WHAT YOU SHOULD DO ▸ Beginning with the line that holds "ctx.stroke(path);" in the data below, give again every line through the one that holds "M458 525 471 586H429L418 536Z", exactly as written.

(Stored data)
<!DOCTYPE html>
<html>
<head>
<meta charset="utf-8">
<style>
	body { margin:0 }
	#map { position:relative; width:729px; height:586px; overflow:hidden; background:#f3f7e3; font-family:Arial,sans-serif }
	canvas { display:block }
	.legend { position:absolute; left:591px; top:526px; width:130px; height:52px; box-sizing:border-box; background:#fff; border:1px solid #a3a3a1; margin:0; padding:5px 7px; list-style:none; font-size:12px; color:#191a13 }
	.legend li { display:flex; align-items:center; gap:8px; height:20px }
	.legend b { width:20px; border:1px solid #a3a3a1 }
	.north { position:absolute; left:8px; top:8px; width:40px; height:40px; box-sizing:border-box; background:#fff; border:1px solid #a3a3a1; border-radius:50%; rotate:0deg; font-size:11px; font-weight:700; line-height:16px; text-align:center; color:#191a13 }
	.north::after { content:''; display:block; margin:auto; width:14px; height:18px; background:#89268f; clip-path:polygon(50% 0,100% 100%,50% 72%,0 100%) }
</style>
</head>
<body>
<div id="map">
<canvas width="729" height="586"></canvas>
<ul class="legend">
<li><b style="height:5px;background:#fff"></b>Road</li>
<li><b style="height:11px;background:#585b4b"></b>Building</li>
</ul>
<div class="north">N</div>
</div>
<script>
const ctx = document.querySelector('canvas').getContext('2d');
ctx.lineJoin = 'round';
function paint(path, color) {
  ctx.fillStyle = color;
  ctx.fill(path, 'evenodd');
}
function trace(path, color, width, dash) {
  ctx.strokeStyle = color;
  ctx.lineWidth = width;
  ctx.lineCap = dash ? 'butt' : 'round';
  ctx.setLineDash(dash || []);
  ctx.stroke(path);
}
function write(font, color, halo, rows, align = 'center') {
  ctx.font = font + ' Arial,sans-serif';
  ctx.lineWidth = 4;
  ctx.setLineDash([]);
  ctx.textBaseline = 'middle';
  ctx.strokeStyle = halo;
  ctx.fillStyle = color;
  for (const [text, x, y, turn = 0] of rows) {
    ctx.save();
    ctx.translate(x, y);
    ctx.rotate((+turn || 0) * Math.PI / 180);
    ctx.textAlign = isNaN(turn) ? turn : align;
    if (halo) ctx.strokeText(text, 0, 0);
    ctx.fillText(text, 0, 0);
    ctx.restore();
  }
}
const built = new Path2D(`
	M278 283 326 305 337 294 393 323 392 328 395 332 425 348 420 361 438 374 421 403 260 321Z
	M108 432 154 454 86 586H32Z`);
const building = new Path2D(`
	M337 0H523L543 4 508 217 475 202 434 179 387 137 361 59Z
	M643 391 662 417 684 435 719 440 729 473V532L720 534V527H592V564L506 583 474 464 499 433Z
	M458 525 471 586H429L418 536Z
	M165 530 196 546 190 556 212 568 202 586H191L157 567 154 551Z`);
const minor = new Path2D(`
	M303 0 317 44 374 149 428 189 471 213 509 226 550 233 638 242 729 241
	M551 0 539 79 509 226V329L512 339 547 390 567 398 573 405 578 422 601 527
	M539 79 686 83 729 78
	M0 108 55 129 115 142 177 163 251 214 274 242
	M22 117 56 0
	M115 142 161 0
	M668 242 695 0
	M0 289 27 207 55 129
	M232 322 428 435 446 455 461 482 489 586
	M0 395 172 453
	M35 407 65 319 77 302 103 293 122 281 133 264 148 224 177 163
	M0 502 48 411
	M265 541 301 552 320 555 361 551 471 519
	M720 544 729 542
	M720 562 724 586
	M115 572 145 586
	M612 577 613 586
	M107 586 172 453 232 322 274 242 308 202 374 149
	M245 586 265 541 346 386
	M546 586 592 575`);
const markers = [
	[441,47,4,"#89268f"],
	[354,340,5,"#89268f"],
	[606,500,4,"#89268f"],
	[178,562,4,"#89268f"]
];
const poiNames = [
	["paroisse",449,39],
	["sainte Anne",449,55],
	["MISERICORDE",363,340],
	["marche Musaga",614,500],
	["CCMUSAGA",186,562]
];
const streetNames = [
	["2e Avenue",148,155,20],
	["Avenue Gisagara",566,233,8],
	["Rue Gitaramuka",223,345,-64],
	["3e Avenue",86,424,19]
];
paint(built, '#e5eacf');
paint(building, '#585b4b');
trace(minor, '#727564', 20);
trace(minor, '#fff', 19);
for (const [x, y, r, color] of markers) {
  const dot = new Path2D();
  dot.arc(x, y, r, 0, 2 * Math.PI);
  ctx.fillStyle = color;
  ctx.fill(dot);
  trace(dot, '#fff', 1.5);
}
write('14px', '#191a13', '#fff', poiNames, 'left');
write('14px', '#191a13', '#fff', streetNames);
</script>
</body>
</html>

ANSWER SECTION ▸
  ctx.stroke(path);
}
function write(font, color, halo, rows, align = 'center') {
  ctx.font = font + ' Arial,sans-serif';
  ctx.lineWidth = 4;
  ctx.setLineDash([]);
  ctx.textBaseline = 'middle';
  ctx.strokeStyle = halo;
  ctx.fillStyle = color;
  for (const [text, x, y, turn = 0] of rows) {
    ctx.save();
    ctx.translate(x, y);
    ctx.rotate((+turn || 0) * Math.PI / 180);
    ctx.textAlign = isNaN(turn) ? turn : align;
    if (halo) ctx.strokeText(text, 0, 0);
    ctx.fillText(text, 0, 0);
    ctx.restore();
  }
}
const built = new Path2D(`
	M278 283 326 305 337 294 393 323 392 328 395 332 425 348 420 361 438 374 421 403 260 321Z
	M108 432 154 454 86 586H32Z`);
const building = new Path2D(`
	M337 0H523L543 4 508 217 475 202 434 179 387 137 361 59Z
	M643 391 662 417 684 435 719 440 729 473V532L720 534V527H592V564L506 583 474 464 499 433Z
	M458 525 471 586H429L418 536Z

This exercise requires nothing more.